● Activity: Which lines of the data contain the string "bottom"? Copy every one of them.

● Records:
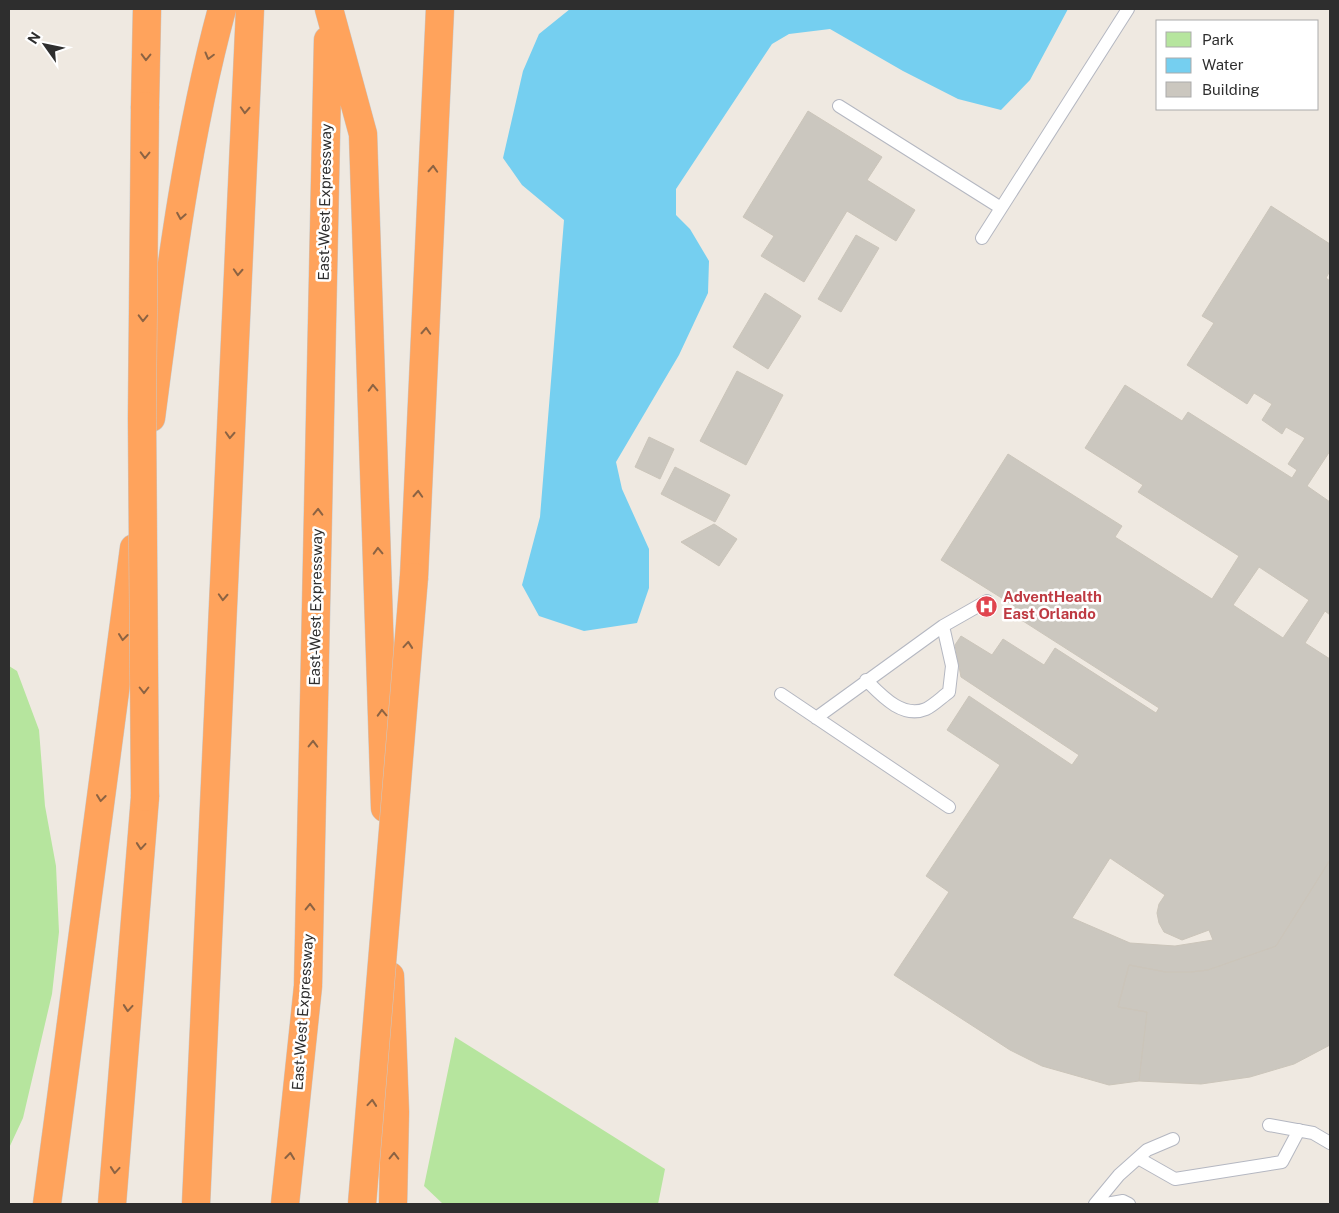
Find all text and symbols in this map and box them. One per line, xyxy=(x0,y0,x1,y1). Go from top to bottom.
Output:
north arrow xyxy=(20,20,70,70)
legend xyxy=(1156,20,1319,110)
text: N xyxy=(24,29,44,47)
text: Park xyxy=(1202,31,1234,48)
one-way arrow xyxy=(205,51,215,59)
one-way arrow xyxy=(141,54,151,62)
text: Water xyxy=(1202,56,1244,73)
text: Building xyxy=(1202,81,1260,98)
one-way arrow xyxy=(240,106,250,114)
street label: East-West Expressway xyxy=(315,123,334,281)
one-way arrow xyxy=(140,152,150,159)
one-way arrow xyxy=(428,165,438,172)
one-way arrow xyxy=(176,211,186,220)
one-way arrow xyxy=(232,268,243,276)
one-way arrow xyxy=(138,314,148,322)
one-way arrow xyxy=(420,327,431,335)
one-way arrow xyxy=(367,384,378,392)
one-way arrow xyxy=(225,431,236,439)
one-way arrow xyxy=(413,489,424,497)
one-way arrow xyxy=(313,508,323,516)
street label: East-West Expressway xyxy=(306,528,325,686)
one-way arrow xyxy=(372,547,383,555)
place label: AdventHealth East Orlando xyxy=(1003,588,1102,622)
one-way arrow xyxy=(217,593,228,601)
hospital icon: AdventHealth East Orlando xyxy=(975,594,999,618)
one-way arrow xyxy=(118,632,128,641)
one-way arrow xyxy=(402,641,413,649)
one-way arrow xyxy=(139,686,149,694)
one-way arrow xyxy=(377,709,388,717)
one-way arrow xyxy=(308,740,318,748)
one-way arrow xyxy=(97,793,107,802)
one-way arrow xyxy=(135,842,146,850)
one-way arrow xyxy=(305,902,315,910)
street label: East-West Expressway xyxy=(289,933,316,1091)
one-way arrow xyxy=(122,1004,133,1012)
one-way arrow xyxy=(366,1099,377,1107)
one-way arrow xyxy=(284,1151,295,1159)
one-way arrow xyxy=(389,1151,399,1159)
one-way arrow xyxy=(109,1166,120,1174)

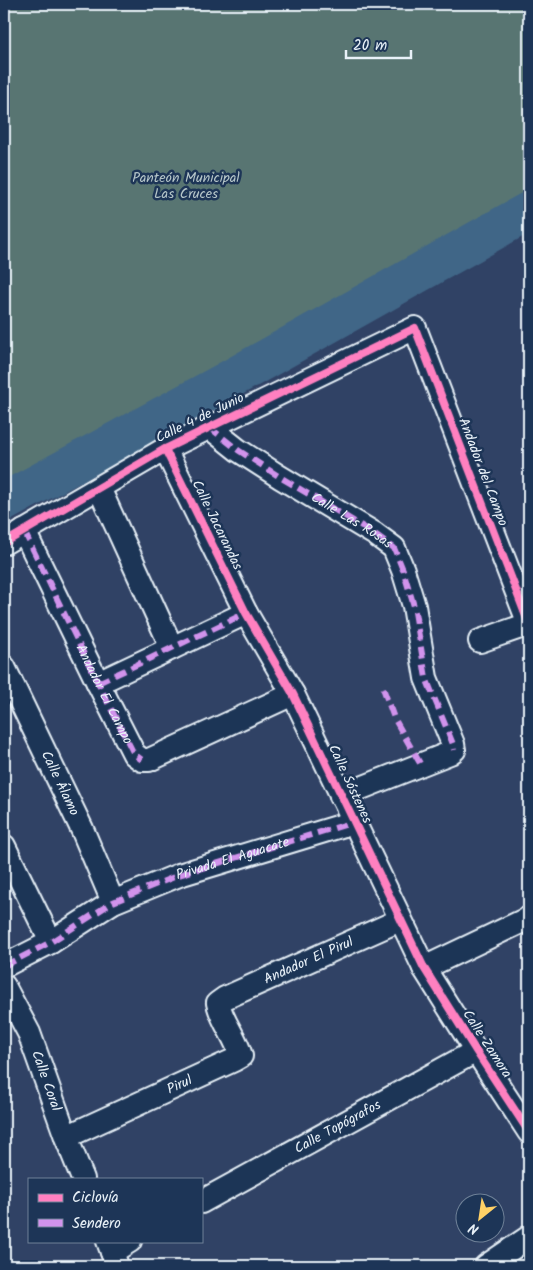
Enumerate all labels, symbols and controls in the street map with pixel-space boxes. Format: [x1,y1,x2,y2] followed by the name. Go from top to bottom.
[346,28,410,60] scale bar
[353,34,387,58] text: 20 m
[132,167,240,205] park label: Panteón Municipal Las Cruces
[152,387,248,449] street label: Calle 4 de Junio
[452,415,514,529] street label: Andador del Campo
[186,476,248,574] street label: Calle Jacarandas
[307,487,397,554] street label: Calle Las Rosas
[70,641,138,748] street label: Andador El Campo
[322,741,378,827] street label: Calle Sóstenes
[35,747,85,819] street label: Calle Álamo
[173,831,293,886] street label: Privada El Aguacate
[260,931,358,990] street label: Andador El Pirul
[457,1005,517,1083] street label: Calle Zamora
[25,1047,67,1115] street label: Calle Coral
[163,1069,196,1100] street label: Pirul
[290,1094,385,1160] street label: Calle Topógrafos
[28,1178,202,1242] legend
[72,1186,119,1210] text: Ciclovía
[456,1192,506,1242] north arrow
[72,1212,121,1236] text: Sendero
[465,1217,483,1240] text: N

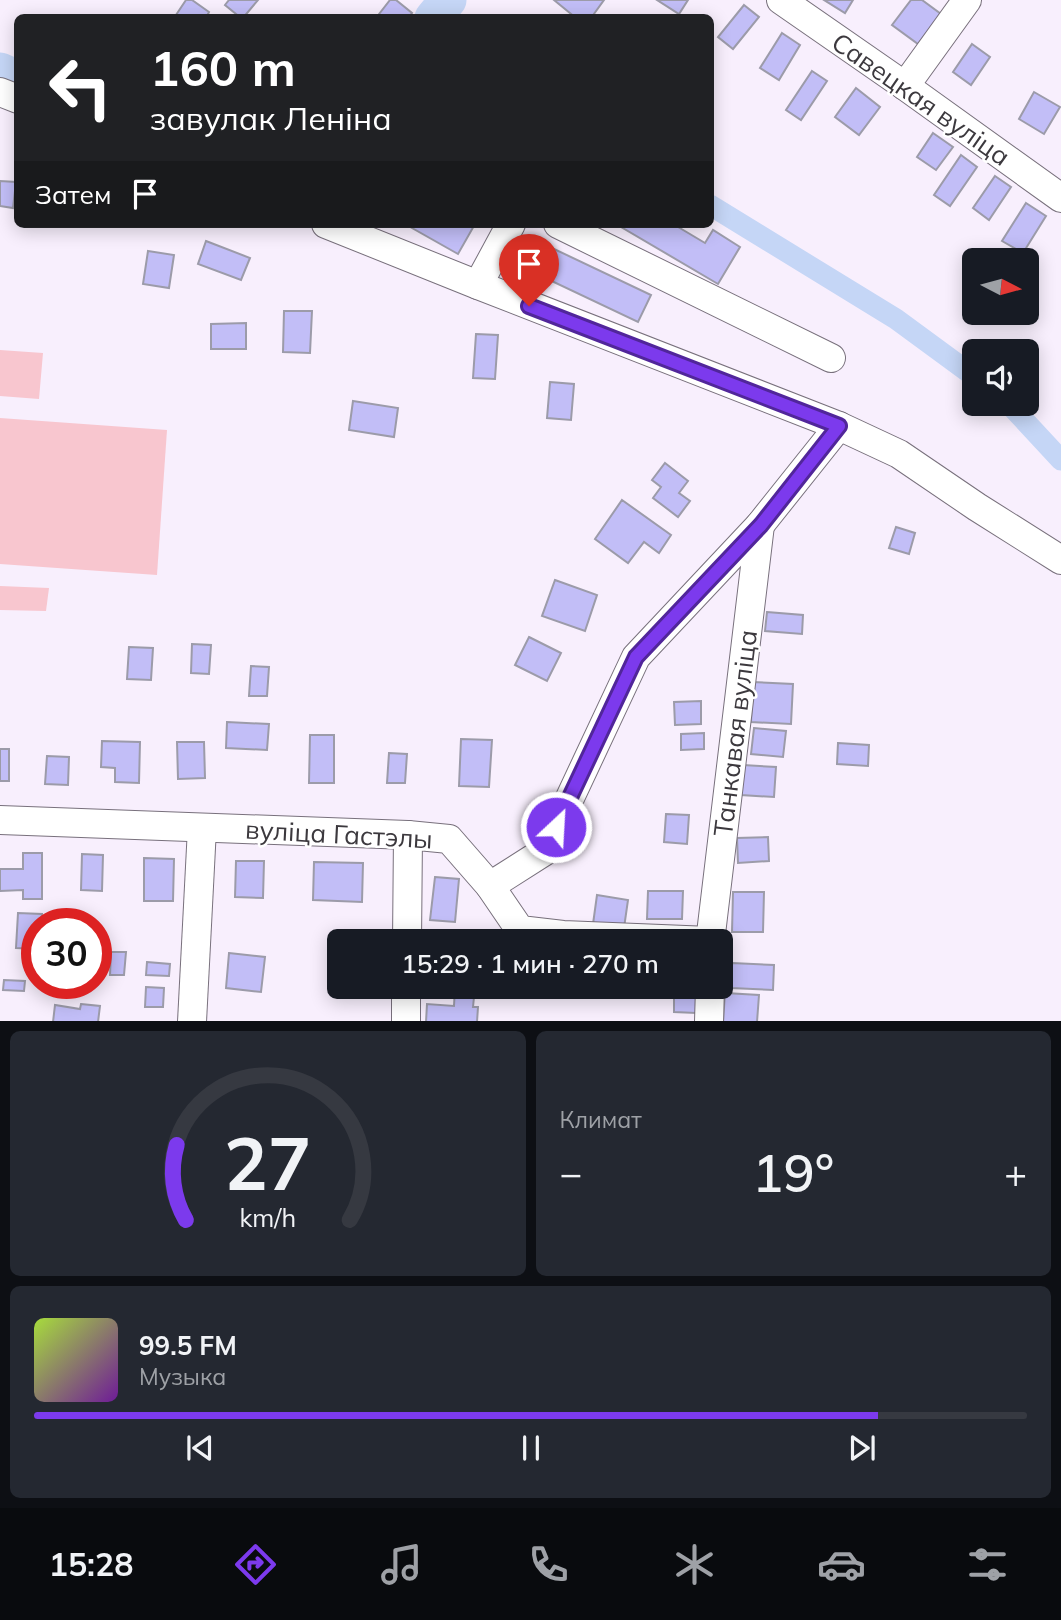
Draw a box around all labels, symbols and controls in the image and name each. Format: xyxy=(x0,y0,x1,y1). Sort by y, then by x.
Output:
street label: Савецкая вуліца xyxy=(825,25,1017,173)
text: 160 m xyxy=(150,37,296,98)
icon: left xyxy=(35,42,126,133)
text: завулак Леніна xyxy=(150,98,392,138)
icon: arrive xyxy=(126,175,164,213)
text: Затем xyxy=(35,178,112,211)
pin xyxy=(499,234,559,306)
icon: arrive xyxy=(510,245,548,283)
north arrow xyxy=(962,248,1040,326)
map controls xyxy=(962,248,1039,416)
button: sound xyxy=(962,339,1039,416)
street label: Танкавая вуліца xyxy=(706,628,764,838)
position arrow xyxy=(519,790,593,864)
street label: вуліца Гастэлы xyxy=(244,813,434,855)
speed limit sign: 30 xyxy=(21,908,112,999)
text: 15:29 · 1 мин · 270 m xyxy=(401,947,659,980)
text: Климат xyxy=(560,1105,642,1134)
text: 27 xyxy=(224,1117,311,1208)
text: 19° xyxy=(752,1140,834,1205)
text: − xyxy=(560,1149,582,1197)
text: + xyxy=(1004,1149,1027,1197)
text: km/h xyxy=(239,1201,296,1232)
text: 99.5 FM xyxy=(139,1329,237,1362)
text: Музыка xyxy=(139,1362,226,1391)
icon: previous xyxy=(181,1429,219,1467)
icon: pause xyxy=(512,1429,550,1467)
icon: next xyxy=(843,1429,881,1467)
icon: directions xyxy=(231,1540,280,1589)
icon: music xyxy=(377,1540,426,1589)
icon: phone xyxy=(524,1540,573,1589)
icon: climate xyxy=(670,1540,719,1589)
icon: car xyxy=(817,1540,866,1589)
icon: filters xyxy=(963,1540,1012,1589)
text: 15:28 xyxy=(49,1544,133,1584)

● Solution for this exercise:
Find all text and symbols in this map and box them. One per line, xyxy=(x0,y0,x1,y1). Go from top to bottom.
Enumerate all labels, symbols and controls in the street map with pixel-space boxes. Format: [x1,y1,x2,y2] followed by the name. Go from top to bottom.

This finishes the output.